• _What this task involves_: Give an exact copy of the lines from the beginning of the listing below to the "--surface:#fff; --page:#f6f6f7; --text:#1f2937;" line, inclusive.

• _Given entries_:
-- Opening Marker --

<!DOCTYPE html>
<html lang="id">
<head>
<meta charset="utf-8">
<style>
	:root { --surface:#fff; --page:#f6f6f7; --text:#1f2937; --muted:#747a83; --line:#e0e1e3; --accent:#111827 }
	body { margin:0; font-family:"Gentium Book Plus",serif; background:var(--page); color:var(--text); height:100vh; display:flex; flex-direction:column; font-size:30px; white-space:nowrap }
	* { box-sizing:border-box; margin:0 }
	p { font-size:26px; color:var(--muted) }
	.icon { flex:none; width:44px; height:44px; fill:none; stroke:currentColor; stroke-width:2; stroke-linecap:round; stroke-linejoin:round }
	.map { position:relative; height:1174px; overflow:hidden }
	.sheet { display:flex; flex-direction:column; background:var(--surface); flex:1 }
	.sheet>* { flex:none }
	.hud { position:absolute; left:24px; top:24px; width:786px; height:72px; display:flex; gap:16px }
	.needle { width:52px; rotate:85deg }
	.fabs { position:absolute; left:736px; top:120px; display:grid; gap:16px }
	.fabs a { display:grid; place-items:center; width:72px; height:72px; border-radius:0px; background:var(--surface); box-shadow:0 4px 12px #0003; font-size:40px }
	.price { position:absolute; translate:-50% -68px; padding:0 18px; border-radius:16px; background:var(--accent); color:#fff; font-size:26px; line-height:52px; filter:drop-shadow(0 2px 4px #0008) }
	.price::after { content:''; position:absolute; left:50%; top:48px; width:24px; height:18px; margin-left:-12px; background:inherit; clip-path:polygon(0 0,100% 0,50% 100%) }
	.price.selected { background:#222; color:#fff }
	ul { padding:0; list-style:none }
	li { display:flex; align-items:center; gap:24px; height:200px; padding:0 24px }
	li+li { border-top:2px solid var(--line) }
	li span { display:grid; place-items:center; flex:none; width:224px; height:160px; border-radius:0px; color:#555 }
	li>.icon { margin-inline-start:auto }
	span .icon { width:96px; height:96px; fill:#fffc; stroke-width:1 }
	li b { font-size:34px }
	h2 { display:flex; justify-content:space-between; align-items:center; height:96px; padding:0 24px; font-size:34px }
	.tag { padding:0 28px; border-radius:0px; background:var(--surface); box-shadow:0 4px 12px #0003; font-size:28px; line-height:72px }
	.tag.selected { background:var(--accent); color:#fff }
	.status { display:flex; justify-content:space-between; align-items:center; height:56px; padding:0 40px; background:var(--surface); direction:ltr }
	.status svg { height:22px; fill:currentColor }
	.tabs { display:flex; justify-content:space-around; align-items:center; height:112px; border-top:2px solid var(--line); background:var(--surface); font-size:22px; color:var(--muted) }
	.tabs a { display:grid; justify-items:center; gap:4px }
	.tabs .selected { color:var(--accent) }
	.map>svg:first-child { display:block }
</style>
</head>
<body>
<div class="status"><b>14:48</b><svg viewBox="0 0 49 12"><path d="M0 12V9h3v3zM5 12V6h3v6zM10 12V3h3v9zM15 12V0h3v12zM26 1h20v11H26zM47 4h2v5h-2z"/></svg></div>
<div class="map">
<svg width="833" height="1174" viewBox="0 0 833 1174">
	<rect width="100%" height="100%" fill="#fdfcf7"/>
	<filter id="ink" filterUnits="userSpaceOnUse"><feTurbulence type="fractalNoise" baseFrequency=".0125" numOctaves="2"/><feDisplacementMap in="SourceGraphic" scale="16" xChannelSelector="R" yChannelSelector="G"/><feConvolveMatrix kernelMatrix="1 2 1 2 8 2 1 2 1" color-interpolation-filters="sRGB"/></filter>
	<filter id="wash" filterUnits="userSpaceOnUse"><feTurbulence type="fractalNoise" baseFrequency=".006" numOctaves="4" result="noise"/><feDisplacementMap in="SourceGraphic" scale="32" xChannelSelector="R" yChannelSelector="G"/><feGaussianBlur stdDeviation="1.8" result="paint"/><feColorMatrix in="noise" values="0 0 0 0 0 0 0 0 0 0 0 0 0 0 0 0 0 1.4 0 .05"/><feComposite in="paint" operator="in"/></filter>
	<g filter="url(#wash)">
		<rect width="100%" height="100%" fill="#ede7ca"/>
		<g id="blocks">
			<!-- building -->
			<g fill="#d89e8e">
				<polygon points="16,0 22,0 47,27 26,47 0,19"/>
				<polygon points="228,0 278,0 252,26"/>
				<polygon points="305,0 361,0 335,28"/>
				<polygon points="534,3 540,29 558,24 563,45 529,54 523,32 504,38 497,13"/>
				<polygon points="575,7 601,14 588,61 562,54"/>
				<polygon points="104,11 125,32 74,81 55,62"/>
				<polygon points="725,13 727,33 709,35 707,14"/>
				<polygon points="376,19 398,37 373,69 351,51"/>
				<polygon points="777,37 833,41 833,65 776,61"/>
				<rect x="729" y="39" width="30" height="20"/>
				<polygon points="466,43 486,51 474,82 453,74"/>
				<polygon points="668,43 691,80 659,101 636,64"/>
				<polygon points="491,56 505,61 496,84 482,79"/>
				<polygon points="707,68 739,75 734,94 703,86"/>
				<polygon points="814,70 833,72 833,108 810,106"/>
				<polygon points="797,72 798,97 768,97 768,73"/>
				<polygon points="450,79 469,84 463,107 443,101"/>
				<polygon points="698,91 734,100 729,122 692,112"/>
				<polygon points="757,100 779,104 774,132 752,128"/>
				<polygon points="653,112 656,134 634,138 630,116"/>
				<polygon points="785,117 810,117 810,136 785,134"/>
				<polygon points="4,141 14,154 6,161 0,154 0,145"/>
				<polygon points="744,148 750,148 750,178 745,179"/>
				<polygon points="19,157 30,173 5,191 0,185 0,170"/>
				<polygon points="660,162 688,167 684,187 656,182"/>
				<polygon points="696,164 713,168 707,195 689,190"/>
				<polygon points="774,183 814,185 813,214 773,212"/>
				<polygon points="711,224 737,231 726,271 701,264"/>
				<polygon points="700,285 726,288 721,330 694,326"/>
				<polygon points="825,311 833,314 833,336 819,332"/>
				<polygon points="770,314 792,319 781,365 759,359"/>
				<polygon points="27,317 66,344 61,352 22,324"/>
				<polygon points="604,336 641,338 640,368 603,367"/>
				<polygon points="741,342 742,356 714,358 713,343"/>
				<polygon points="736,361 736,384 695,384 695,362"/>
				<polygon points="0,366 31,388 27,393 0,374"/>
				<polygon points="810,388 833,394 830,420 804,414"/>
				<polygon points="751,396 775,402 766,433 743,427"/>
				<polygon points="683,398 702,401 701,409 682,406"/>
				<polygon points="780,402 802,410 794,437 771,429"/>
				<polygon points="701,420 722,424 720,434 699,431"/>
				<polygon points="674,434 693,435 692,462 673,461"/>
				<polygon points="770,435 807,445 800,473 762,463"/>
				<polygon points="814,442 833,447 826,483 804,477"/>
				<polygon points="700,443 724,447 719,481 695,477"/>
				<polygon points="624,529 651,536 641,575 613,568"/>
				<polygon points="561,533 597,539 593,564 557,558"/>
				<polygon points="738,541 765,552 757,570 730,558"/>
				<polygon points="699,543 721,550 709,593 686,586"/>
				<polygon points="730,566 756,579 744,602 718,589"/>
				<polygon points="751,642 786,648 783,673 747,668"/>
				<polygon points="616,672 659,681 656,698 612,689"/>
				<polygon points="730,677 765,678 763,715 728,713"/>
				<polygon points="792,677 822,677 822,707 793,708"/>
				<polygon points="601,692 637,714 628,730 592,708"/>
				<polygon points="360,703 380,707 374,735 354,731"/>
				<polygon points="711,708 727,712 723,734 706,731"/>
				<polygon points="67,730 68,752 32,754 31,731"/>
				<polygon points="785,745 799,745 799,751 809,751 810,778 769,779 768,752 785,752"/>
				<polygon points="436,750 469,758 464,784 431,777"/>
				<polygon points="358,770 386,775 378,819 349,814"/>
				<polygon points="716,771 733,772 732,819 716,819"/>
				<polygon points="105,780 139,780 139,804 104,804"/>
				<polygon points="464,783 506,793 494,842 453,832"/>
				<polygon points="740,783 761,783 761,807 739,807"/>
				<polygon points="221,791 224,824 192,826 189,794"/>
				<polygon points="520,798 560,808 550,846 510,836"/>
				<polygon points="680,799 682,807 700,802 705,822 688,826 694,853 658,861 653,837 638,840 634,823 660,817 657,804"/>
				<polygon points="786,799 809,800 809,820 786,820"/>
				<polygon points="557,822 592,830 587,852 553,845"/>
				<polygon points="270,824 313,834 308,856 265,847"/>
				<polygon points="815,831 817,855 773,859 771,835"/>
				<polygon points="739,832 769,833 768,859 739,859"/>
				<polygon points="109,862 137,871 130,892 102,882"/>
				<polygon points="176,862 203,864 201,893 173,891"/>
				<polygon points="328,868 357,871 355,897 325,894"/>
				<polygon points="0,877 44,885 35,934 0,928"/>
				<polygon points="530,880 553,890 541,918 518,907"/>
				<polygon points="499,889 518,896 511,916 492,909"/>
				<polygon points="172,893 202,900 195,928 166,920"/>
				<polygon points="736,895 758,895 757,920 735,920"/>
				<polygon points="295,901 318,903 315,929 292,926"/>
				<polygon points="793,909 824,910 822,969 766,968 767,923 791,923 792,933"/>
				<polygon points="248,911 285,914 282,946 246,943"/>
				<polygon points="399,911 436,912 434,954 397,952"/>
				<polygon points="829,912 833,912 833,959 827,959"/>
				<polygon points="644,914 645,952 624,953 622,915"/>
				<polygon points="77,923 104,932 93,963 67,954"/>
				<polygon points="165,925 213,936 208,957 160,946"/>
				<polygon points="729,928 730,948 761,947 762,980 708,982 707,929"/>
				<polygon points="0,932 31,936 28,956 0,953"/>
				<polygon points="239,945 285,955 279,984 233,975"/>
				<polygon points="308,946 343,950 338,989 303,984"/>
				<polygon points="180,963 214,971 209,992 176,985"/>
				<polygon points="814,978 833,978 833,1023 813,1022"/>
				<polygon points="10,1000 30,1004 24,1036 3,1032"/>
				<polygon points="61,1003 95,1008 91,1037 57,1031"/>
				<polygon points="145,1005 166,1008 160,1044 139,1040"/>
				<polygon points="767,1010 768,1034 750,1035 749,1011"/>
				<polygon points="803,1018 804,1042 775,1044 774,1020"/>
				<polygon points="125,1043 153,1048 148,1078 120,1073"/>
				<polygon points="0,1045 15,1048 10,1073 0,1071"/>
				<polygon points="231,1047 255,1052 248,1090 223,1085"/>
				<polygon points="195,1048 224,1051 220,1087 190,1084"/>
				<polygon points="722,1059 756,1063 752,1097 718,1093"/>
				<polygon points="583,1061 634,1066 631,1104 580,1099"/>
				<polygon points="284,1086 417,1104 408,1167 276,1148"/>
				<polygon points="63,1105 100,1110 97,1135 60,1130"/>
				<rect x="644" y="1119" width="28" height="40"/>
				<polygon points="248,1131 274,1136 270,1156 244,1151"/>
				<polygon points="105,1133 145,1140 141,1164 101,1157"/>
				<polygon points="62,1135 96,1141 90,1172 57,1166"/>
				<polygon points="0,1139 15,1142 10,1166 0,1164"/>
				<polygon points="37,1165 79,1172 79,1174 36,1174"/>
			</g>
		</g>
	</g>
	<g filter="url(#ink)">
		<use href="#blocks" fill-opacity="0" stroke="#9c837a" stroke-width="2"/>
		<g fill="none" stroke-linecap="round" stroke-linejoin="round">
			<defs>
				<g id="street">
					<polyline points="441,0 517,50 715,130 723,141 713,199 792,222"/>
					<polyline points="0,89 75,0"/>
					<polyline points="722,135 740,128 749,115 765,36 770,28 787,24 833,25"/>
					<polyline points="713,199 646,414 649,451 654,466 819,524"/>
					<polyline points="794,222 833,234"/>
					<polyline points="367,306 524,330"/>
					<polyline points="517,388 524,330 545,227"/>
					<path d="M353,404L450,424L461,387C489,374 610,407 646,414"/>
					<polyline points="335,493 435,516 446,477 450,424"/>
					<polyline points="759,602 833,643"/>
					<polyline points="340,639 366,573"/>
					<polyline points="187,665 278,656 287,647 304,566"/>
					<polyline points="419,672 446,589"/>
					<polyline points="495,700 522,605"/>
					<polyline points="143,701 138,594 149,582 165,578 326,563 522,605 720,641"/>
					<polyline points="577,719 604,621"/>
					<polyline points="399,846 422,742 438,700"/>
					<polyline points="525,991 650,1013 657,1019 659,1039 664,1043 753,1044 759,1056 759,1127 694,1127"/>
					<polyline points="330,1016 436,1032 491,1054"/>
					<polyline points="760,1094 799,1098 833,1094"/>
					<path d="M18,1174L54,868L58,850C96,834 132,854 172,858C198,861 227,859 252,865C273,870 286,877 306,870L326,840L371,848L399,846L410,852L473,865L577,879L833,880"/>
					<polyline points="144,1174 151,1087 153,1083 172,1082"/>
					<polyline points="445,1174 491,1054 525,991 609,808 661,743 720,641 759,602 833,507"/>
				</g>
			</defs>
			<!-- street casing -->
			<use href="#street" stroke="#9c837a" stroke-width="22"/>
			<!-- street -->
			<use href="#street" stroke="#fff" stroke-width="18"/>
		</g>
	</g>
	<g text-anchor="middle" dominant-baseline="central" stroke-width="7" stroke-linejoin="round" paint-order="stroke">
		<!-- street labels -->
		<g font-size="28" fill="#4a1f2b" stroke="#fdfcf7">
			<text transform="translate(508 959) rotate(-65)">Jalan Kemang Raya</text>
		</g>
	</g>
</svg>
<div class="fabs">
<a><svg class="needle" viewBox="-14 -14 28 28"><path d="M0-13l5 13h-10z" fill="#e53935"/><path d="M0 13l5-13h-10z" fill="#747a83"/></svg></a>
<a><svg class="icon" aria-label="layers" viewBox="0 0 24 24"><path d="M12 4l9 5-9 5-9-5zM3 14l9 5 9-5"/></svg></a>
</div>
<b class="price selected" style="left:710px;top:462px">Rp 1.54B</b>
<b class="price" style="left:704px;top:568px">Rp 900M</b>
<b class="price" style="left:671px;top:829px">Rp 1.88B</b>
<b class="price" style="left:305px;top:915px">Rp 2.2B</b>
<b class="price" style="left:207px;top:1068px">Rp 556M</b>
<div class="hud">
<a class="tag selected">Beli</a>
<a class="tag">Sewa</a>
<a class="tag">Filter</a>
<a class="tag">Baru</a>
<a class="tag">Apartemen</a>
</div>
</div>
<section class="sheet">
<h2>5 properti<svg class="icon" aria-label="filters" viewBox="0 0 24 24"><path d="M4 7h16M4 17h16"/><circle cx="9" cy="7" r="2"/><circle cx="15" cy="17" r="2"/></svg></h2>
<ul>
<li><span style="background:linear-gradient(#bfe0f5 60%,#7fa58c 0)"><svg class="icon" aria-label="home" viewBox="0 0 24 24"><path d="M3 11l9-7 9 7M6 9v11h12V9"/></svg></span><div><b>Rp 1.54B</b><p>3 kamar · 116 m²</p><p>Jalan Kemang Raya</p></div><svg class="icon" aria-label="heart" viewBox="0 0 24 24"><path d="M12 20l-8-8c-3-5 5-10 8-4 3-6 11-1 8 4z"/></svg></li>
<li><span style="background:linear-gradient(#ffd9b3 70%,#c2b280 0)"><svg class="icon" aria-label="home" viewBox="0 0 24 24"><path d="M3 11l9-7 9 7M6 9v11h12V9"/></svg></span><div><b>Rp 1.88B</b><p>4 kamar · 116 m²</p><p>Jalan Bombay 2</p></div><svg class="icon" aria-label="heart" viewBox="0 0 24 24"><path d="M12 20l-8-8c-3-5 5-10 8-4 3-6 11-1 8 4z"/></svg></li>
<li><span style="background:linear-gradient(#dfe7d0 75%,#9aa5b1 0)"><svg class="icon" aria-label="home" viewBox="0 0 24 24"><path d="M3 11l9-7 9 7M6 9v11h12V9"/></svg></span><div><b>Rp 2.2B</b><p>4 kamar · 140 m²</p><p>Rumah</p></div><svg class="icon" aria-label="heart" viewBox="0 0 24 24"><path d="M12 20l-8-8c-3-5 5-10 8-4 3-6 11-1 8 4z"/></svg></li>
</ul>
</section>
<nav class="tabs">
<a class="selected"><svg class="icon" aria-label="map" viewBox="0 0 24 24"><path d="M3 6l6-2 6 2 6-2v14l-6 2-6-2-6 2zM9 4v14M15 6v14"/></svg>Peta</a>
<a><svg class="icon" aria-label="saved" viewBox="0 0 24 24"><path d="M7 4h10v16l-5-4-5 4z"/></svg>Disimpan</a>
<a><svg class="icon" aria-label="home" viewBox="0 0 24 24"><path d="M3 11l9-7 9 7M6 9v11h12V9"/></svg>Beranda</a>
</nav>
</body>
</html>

-- Closing Marker --

• _Answer to this exercise_:
<!DOCTYPE html>
<html lang="id">
<head>
<meta charset="utf-8">
<style>
	:root { --surface:#fff; --page:#f6f6f7; --text:#1f2937; --muted:#747a83; --line:#e0e1e3; --accent:#111827 }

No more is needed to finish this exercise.